Modern Status: “If you are American, then Walt Whitman is your imaginative father and mother, even if, like myself, you have never composed a line of verse… candidates for the secular Scripture of the United States…might include Melville's Moby-Dick, Twain's Adventures of Huckleberry Finn, and Emerson's two series of Essays and The Conduct of Life. None of those, not even Emerson's, are as central as the first edition of Leaves of Grass.” – From Harold Bloom’s introduction to the 150th anniversary edition

Early Reaction: Upon reading the newly published Leaves, Whitman’s boss at the Department of the Interior took offense—and gave his underling the axe.
*
Fellow poet John Greenleaf Whittier supposedly hurled his 1855 edition into the fire.
*
"A mass of stupid filth" -Rufus Wilmot Griswold, The Criterion, November 10, 1855
*
"It is no discredit to Walt Whitman that he wrote Leaves of Grass, only that he did not burn it afterwards." –Thomas Wentworth Higginson, The Atlantic, “Literature as an Art,” 1867
*
“… the book cannot attain to any very wide influence." –The Atlantic, January 1882

2. Symphony No. 9 in D minor, Op. 125, by Ludwig van Beethoven (1824)

Modern Status: A mainstay of the Western classical canon, Beethoven’s 9th (composed when old Ludwig was deaf!) is believed by some to be the greatest piece of music ever written, and pretty much universally considered among his choicest works.

Early Reaction: “We find Beethoven’s Ninth Symphony to be precisely one hour and five minutes long; a frightful period indeed, which puts the muscles and lungs of the band, and the patience of the audience to a severe trial…” –The Harmonicon, London, April 1825

3. Carmen, by Georges Bizet (1875)

Modern Status: One of the most beloved operas of all time, Bizet’s Carmen (1875) was savaged by the reviewers of its day, who regarded the opera’s flashy score and lurid subject matter with suspicion and hostility.
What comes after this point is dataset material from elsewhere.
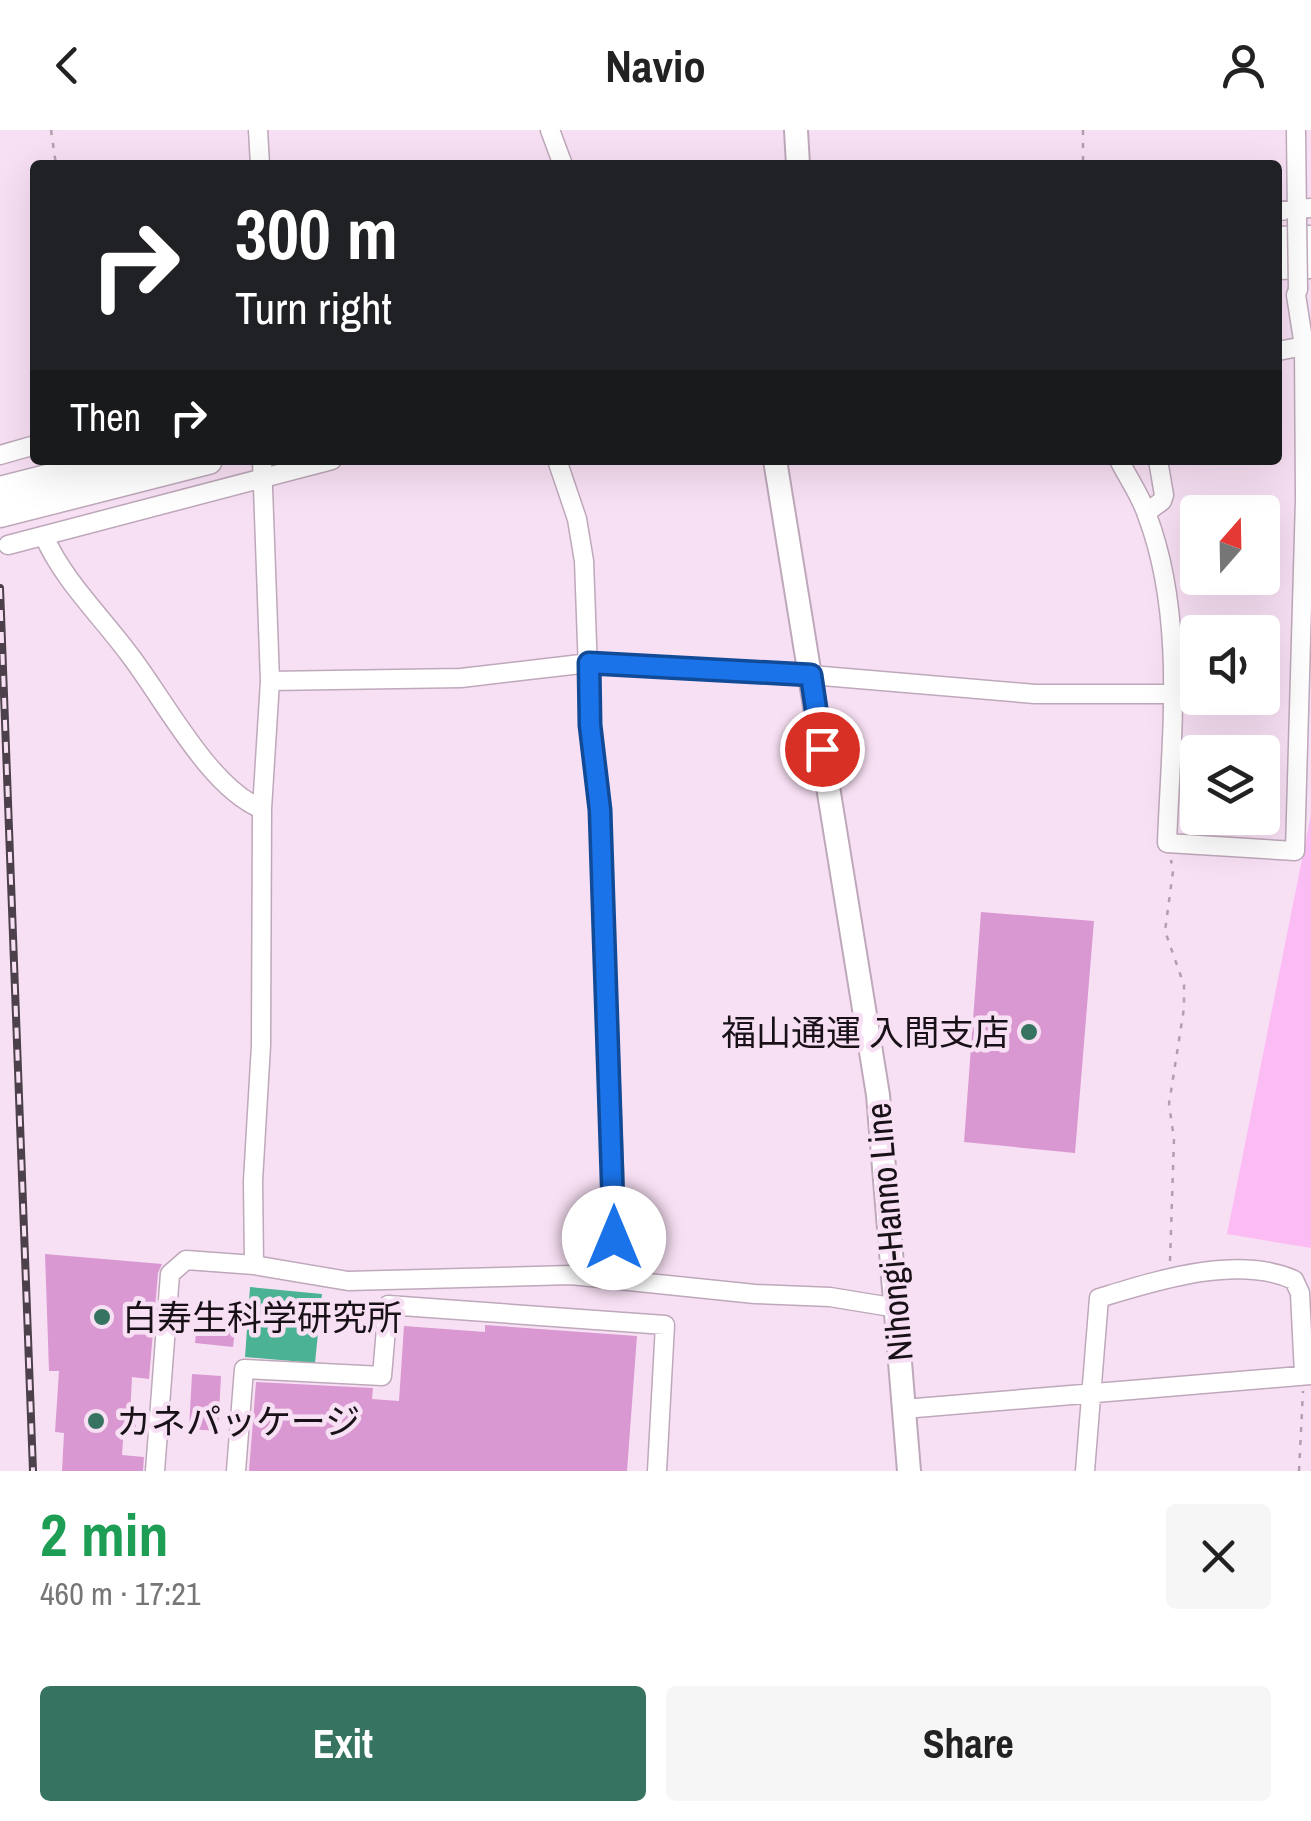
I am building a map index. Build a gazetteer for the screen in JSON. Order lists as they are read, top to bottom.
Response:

Within a few years, however, the punters were going mad for its tempestuous love story, foreign setting and lush melodies—and over the next century it became one of the most oft-performed operas in the world. Sad to say, Bizet kicked the bucket before he could savor Carmen’s rise to glory.
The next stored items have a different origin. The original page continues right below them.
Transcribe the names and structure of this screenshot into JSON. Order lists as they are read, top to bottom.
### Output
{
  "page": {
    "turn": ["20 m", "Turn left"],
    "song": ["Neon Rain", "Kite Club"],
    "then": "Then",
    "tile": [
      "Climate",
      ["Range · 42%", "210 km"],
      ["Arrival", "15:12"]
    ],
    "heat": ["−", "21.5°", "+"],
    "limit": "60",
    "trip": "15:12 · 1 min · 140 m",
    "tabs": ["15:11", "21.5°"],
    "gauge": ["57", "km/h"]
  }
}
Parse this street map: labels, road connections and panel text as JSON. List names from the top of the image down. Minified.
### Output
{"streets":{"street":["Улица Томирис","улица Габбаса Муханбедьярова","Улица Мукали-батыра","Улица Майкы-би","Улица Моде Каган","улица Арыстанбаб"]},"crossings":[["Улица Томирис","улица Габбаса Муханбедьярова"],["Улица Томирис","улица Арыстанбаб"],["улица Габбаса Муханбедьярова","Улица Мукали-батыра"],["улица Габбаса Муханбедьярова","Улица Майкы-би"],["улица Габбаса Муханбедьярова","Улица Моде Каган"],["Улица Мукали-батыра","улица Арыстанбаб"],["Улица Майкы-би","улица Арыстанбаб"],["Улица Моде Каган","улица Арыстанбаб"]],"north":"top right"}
Early Reaction: “The characters evoke no interest in the spectators, nay, more, they are eminently repulsive…” -Music Trade Review, London, June 1878
*
“As a work of art, it is naught.” –New York Times, October 1878
*
“The composer of Carmen is nowhere deep; his passionateness is all on the surface, and the general effect of the work is artificial and insincere.” –Boston Gazette, January 1879

4. Moby-Dick, by Herman Melville (1851)

Modern Status: “For me, Moby-Dick is more than the greatest American novel ever written; it is a metaphysical survival manual—the best guidebook there is for a literate man or woman facing an impenetrable unknown: the future of civilization in this storm-tossed 21st century.”
– Nathaniel Philbrick, Vanity Fair, Nov 2011

Early Reaction: When Melville died in 1891, Moby-Dick had moved a grand total of 3,715 copies…in 40 years! The below was typical at the time of the book’s release:

“…an ill-compounded mixture of romance and matter-of-fact. The idea of a connected and collected story has obviously visited and abandoned its writer again and again in the course of composition…Our author must be henceforth numbered in the company of the incorrigibles who occasionally tantalize us with indications of genius, while they constantly summon us to endure monstrosities, carelessnesses, and other such harassing manifestations of bad taste as daring or disordered ingenuity can devise...” -Henry F. Chorley, London Athenaeum, October 25, 1851

5. Wuthering Heights, by Emily Brontë (1847)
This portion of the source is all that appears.